Deploying Language Models With Gradio On Hugging Face
Machine learning models (including language models) can be easily deployed using generous free tier on Hugging Face and a python-based open source UI tool Gradio by following these steps.
See live deployed app and source code here
-
For local development, create the following Dockerfile. It differs from production Dockerfile in how secrets are loaded and the use of
CMD ["gradio", "app.py"]
which runs (and reloads) source files every time a change is noticed. -
docker-compose will launch the development Dockerfile using command
export HF_TOKEN=paste_HF_token && docker-compose -f docker-compose.yml up gradiohf
where HF_TOKEN is an optional personal token provided by Hugging Face to ensure that license restrictions are being followed for certain models (such as Llama 2). -
Develop your Gradio app.py.
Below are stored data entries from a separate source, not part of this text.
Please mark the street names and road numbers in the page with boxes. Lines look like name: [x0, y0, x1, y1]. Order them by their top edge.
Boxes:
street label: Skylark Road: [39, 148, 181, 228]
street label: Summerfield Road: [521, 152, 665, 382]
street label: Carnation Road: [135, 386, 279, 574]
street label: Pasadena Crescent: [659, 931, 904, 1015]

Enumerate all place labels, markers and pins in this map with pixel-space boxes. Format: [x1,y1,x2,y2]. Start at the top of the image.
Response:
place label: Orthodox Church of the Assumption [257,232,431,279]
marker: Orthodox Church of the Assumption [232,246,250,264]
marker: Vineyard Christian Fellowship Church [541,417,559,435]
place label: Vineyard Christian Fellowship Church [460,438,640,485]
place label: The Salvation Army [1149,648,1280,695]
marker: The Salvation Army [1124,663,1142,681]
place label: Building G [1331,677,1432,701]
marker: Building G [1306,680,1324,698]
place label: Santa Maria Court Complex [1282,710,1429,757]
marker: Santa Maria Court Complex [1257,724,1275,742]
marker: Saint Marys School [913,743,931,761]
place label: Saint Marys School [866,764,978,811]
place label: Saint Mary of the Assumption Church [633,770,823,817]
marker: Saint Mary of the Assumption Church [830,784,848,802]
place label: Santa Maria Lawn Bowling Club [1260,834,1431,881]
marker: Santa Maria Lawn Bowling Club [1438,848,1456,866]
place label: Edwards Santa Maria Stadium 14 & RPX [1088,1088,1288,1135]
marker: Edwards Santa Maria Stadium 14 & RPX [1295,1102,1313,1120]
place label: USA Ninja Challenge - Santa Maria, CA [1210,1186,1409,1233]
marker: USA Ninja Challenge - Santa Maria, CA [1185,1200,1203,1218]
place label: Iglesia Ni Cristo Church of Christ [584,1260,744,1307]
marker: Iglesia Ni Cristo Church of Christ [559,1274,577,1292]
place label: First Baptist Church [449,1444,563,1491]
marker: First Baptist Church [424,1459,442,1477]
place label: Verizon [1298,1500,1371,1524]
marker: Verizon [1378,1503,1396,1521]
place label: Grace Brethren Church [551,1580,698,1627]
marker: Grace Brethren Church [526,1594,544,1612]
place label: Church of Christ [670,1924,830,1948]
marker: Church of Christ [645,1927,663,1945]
This deployed example represents the absolute smallest version that selects a language model based on environmenal variable os.environ.get("MODEL"). The selections includes Llama 2 which will require a paid Spaces plan to run on Hugging Face (with no code changes!). The live example runs a small toy model google/flan-t5-small that easily runs on the free tier.
-
View your Gradio app running locally in browser:
http://0.0.0.0:7860
-
Create production Dockerfile and deploy on Hugging Face Spaces using this great documentation.